Financial Planning & Analysis

Is Financial Data Structure Holding Back Your Business?

Think, for a minute, about how you collect your data. Does it exist in a well-organized framework; one that enables you to leverage multi-dimensional data points to make valuable conclusions about your business? Or, does your data feel a bit more … chaotic?

If you’re like many, the components of a well-designed data structure are somewhat of a grey area. And business leaders may not grasp the full impact of a poor data structure until they face its financial planning and analysis limitations first-hand: they have a critical data need that will reveal valuable insights about a specific product’s revenue in a specific region, for example—and frustratingly enough, those insights are simply unobtainable or require significant manual workarounds. 

So, what exactly, is your data structure—and what can you do to make sure it’s optimized to support your business needs? To answer these questions, we sat down with Alex Chang. With over a decade of experience in financial analytics, including serving as a Senior Finance Manager at The Walt Disney Company, Alex has helped numerous companies break down, rebuild and optimize their data structures to dramatically improve data-driven decisions. Here are Alex’s key takeaways.

What is financial data structure – and why is it important?

Simply put, your data structure is the framework for raw data. A good data structure allows businesses to access and manipulate data according to their specific needs. Now, within that data structure are your data points, which are attributes of an entire record. Identifying those data points is critical—for example, any data that can be considered a “unique identifier” should be isolated. Those data points essentially become your building blocks for making multi-dimensional analyses – and that’s where decision-makers find enormous value.

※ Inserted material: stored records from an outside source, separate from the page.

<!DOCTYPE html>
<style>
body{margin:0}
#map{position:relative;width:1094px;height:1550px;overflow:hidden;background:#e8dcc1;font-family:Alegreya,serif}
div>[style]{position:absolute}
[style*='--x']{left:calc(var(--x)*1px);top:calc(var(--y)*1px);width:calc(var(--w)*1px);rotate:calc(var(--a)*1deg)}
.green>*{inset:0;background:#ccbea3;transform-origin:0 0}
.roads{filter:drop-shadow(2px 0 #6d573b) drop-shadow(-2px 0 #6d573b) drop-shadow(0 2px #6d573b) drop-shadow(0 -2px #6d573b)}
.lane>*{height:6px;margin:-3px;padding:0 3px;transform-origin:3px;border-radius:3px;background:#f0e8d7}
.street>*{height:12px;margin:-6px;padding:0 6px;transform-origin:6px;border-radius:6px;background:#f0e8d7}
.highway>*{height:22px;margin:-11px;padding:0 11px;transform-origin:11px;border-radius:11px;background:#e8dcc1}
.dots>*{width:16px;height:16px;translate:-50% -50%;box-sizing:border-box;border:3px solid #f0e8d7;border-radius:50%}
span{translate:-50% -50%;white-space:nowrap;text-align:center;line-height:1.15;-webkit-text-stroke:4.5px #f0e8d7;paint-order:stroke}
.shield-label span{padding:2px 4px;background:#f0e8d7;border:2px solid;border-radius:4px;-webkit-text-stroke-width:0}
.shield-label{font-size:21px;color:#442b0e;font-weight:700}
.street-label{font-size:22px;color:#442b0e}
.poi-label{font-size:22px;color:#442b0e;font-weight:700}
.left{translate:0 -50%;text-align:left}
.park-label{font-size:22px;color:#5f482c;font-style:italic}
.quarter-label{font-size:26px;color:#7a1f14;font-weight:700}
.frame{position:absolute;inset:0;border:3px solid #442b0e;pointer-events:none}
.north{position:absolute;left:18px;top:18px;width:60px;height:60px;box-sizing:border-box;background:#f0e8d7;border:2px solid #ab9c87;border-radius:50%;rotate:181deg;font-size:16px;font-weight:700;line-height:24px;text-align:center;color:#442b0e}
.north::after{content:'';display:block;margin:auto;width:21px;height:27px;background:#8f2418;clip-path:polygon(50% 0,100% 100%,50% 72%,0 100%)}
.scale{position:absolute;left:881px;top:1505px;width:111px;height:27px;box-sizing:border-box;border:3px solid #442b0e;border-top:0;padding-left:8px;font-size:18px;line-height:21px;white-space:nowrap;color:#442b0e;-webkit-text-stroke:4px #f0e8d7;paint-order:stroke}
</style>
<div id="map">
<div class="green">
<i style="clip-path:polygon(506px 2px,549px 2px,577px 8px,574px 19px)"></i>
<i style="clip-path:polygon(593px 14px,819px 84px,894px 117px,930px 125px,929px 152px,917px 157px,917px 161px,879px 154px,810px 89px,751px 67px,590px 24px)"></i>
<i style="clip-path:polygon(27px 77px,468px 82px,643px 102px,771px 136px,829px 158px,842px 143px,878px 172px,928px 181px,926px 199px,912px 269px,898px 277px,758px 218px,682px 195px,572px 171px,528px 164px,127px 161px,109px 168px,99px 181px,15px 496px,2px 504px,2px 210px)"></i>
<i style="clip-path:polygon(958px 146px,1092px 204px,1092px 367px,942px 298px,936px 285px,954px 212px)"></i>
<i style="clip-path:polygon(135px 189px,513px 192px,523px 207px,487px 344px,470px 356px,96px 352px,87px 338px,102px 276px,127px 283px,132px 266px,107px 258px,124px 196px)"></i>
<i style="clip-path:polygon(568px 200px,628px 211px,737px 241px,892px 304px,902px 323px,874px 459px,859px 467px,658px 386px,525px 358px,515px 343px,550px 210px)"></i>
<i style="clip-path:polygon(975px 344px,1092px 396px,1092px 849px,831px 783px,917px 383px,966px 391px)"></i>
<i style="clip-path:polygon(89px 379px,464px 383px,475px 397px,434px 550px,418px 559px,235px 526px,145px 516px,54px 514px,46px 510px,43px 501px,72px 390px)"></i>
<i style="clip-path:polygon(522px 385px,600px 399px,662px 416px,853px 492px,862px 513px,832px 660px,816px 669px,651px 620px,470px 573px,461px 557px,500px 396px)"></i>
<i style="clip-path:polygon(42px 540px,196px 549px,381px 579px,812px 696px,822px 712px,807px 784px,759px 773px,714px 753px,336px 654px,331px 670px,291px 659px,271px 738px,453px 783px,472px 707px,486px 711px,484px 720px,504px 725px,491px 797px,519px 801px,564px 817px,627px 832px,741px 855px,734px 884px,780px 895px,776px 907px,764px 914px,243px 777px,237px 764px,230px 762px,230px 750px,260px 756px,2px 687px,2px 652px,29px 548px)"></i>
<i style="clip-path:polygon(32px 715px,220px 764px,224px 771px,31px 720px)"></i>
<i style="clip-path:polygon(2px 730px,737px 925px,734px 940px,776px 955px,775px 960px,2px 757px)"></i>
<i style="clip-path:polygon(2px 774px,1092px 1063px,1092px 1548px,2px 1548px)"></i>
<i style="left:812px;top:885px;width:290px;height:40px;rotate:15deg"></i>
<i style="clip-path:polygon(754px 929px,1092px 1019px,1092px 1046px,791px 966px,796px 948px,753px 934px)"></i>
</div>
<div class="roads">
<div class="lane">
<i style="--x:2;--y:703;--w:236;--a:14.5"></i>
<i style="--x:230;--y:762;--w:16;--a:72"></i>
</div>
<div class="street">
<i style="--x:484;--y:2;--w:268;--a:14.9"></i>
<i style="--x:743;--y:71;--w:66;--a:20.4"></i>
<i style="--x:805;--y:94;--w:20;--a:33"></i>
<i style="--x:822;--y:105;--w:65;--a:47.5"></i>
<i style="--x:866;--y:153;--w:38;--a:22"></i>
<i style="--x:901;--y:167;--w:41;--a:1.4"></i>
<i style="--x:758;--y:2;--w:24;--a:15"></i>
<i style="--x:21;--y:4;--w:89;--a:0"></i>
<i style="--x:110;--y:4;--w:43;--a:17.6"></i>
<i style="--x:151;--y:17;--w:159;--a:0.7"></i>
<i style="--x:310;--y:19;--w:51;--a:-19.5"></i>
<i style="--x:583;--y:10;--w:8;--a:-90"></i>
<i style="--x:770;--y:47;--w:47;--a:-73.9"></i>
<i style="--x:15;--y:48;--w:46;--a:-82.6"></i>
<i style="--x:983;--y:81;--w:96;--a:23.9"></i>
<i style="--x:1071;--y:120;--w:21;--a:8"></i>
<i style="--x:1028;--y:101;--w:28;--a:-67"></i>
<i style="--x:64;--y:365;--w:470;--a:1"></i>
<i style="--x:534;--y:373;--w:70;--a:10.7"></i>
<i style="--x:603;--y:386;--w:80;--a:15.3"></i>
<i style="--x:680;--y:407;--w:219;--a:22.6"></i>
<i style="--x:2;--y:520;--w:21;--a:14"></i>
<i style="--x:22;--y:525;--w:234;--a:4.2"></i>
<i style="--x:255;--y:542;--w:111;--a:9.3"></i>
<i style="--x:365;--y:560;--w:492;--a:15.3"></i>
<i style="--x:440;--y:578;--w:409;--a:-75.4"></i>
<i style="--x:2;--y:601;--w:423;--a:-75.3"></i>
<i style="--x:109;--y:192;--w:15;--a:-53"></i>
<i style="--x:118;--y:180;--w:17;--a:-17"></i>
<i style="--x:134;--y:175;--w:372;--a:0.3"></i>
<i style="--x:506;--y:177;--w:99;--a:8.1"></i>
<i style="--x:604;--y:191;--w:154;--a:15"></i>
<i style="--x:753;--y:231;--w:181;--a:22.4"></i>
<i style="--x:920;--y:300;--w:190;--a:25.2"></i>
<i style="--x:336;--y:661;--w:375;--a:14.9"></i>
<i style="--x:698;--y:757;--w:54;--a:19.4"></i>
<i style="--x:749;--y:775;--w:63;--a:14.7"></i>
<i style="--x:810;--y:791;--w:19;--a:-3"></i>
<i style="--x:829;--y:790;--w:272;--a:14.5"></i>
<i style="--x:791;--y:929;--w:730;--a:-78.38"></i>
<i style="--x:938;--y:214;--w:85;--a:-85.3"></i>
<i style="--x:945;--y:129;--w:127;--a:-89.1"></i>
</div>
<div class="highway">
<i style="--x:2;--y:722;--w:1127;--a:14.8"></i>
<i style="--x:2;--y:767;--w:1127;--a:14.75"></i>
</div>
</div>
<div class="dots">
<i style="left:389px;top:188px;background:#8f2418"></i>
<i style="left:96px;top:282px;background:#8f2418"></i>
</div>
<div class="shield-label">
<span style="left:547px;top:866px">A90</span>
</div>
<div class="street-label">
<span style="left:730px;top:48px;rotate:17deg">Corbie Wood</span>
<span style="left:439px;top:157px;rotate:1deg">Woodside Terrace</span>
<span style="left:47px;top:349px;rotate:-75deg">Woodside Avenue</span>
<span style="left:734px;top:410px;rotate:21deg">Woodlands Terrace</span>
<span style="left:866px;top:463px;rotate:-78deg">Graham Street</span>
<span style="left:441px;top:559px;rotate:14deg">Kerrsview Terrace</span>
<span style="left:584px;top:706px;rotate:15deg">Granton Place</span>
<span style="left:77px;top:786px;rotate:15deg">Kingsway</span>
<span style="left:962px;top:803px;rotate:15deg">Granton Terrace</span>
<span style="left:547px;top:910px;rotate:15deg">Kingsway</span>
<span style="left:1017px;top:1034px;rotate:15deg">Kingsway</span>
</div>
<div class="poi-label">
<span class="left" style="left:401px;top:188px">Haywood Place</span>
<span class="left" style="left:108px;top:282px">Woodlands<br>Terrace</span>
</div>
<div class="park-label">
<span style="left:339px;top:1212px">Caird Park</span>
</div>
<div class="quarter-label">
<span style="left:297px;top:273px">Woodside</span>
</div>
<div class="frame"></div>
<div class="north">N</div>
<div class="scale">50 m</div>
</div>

Where do most companies go wrong with data structure?

In many cases, businesses will have data points that have not been correctly identified, isolated and organized. When data points are not separated into different fields as they should, they cannot be analyzed or aggregated as intended. Other common problems include poorly defined data hierarchies and work breakdown structures, or problems with standardization at the input level.

Data hierarchies need consideration as well. Learn more about master product hierarchies.

You mentioned separating data points into different fields. What do you mean?

I’ll use a simple scenario to demonstrate. Let’s say you have a chain of clothing stores across several locations. A single data set may include basic data points such as type of clothing sold, color, size, retail location and so on. However, a common mistake that the retailer might make would be concatenating the “location” attribute in the same field with other data points when those two fields should be separated.

When data points are concatenated in such a way, your data becomes “unique”— and that means a separate formula will have to be written each time, for each data set. In other words, you lose the ability to run automated processes/rules across large amounts of data. In contrast, when your data fields are separated correctly, your developers can write your rules once and apply them universally; thereby affording you those valuable “dimensions” I mentioned earlier.

Keep in mind, this scenario was basic. When you apply it to a large global corporation, or one with hundreds of legal entities, the impact of concatenated data is far worse.

What are some other ways to create a meaningful financial data structure?

A good data structure should also be configured based to data relationships. A couple of basic things you should be doing to ensure this is happening:

  • Establish proper data hierarchies when setting up your data, often done by creating parent-child relationships. For example, a business with locations across North America would create hierarchies based on location, where North America = Level 1; United States & Canada = Level 2; California & Massachusetts = Level 3, and so on.
  • Identify consolidation levels. This type of hierarchy would apply to companies with multiple subsidiaries, where lower levels (the child) roll up into higher levels (the parent), and are ultimately reported as consolidated financials. Without properly defining these relationships, the process around consolidated financials can quickly become convoluted.

You referred to work breakdown structure. Can you explain that?

Work breakdown structure essentially means breaking down a project or product into smaller components. Take your car or bicycle: you’ve probably seen those long numeric codes separated by periods, such as 1000.

Each segment of that code is associated with a product component. When structured this way, those sequences can be pulled out and analyzed, ultimately helping decision-makers identify things like patterns in buying behavior. The same methodology can be applied to marketing initiatives, allowing marketing executives to get incredibly granular with specific components that may be driving revenue. In this case, cross-functional financial planning and analysis becomes incredibly streamlined, also helping you “connect” your data between multiple systems.

Can you touch on the issue of data standardization?

Building on the point above, a good data structure not only makes it easier to aggregate and connect data but also enforces standardization. Failing to standardize data can wreak havoc on your processes! Even slight variations in nomenclature (i.e., the same job title captured in multiple ways: Senior Manager, Sr. Manager, Senior Mgr., etc) can diminish your reporting effectiveness – and the more time that goes by, the more difficult it becomes to unwind. Standardized data also plays a key role in creating automated batch reports that require less customization.

Any final takeaways you can leave us with?

Well, based on first-hand experience, I really can’t emphasize enough the need for an organized data structure. So many companies fail to implement a correct structure from the start or they simply don’t have the resources needed to correct problems when they start to surface. (Keep in mind, that’s where a consulting organization like 8020 Consulting comes in.) And for companies focused on growth and scalability, addressing your data structure is especially important. Future growth is that much more difficult when your data is built with a shaky foundation.